Поэтому, конечно, совсем не странно, что существует секретная женская сила, к коей приобщена половина населения Земли, а также магия, которая вообще для немногих, думаю, ею озабочено не больше полумиллиарда. Я даже думаю, есть целые страны, где в кровь не вмешана изгнанность, где-нибудь на юге, наверное, там серое небо не высасывает сердце, а молодой месяц глядит колыбелькой, а не голодным ломтиком. И там никому не надо ни метлы, ни зелий, даже водки не надо, только, может быть, травы, и то не потому, что кругом вавилон, а просто, чтобы был дым, на который смотреть.
Но мы-то здесь.
Однажды человек обнаруживает себя в прекрасном возрасте силы: дух его бодр, тело крепко, конкурентов вокруг не видно – та молодая шпана, что могла бы вытоптать его личную деляночку с коноплёй, просто не в состоянии туда забраться; всё жизненное пространство организовано так, что заменить его в каждой значимой точке никто не сможет.

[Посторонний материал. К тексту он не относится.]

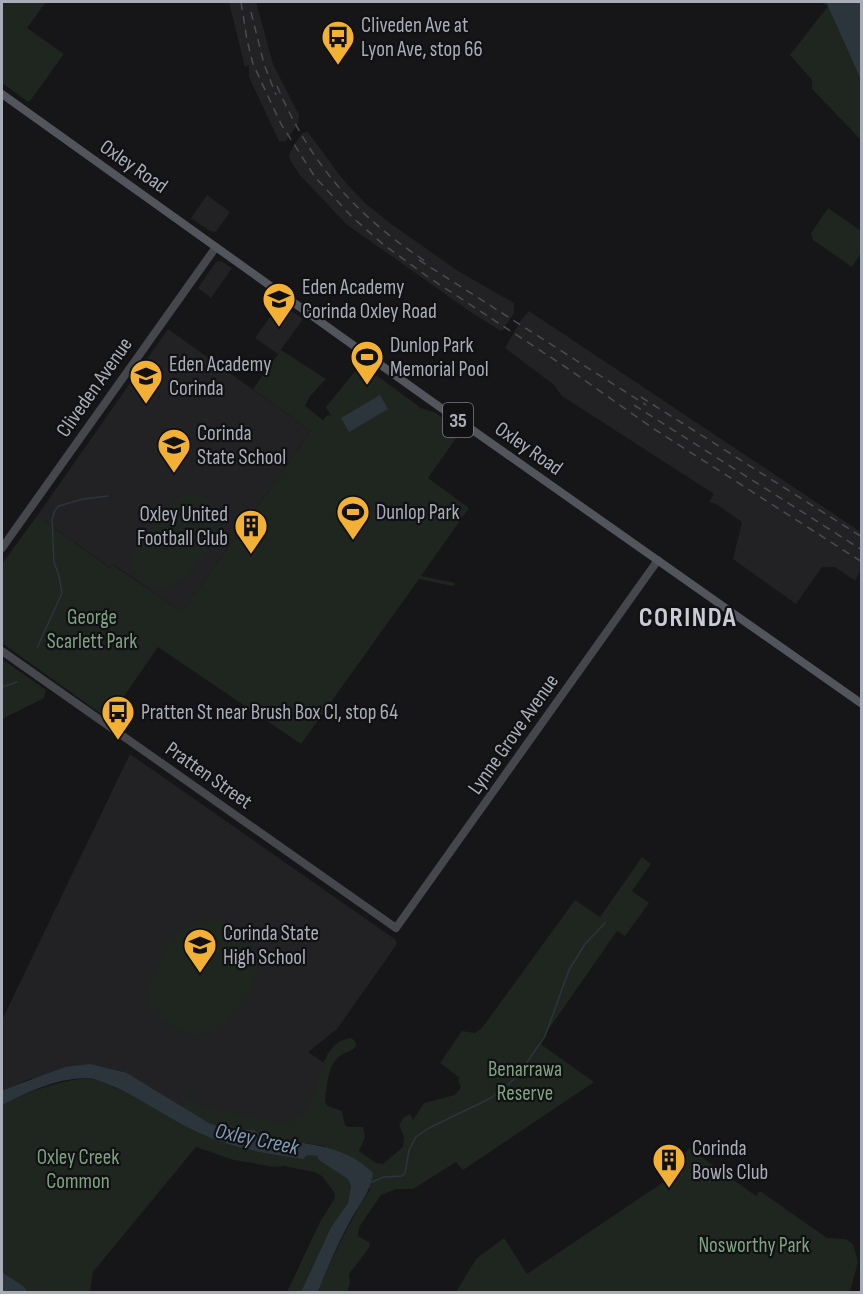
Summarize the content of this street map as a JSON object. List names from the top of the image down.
{
  "streets": {
    "main road": ["Oxley Road", "35"],
    "street": ["Cliveden Avenue", "Lynne Grove Avenue", "Pratten Street"]
  },
  "crossings": [
    ["Oxley Road", "Cliveden Avenue"],
    ["Oxley Road", "Lynne Grove Avenue"],
    ["Lynne Grove Avenue", "Pratten Street"]
  ],
  "districts": ["CORINDA"],
  "water": ["Oxley Creek"],
  "parks": [
    "George Scarlett Park",
    "Benarrawa Reserve",
    "Oxley Creek Common",
    "Nosworthy Park"
  ],
  "places": {
    "bus stop": ["Cliveden Ave at Lyon Ave, stop 66", "Pratten St near Brush Box Cl, stop 64"],
    "school or university": [
      "Eden Academy Corinda Oxley Road",
      "Eden Academy Corinda",
      "Corinda State School",
      "Corinda State High School"
    ],
    "sports": ["Dunlop Park Memorial Pool", "Dunlop Park"],
    "building": ["Oxley United Football Club", "Corinda Bowls Club"]
  }
}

Вокруг много красивых мальчиков-девочек, но партнёр нуждается только в нём; в профессии своя ниша, где он уникален; дети уважают, родители любят, и наоборот тоже. Куда ни плюнь, везде он стоит в хорошей позиции и оттого источает притягательное самодовольное сияние. Есть пока недостигнутые цели, но – «какие наши годы».
Позже почему-то оказывается, что человек этот находится на пороге жесточайшего кризиса среднего возраста, и не по тому случаю, который обычно предрекают завистники – не тело подведёт, не любимое существо и не поросль какая наступит на пятки. Он, вероятнее всего, осознает главное препятствие в жизни.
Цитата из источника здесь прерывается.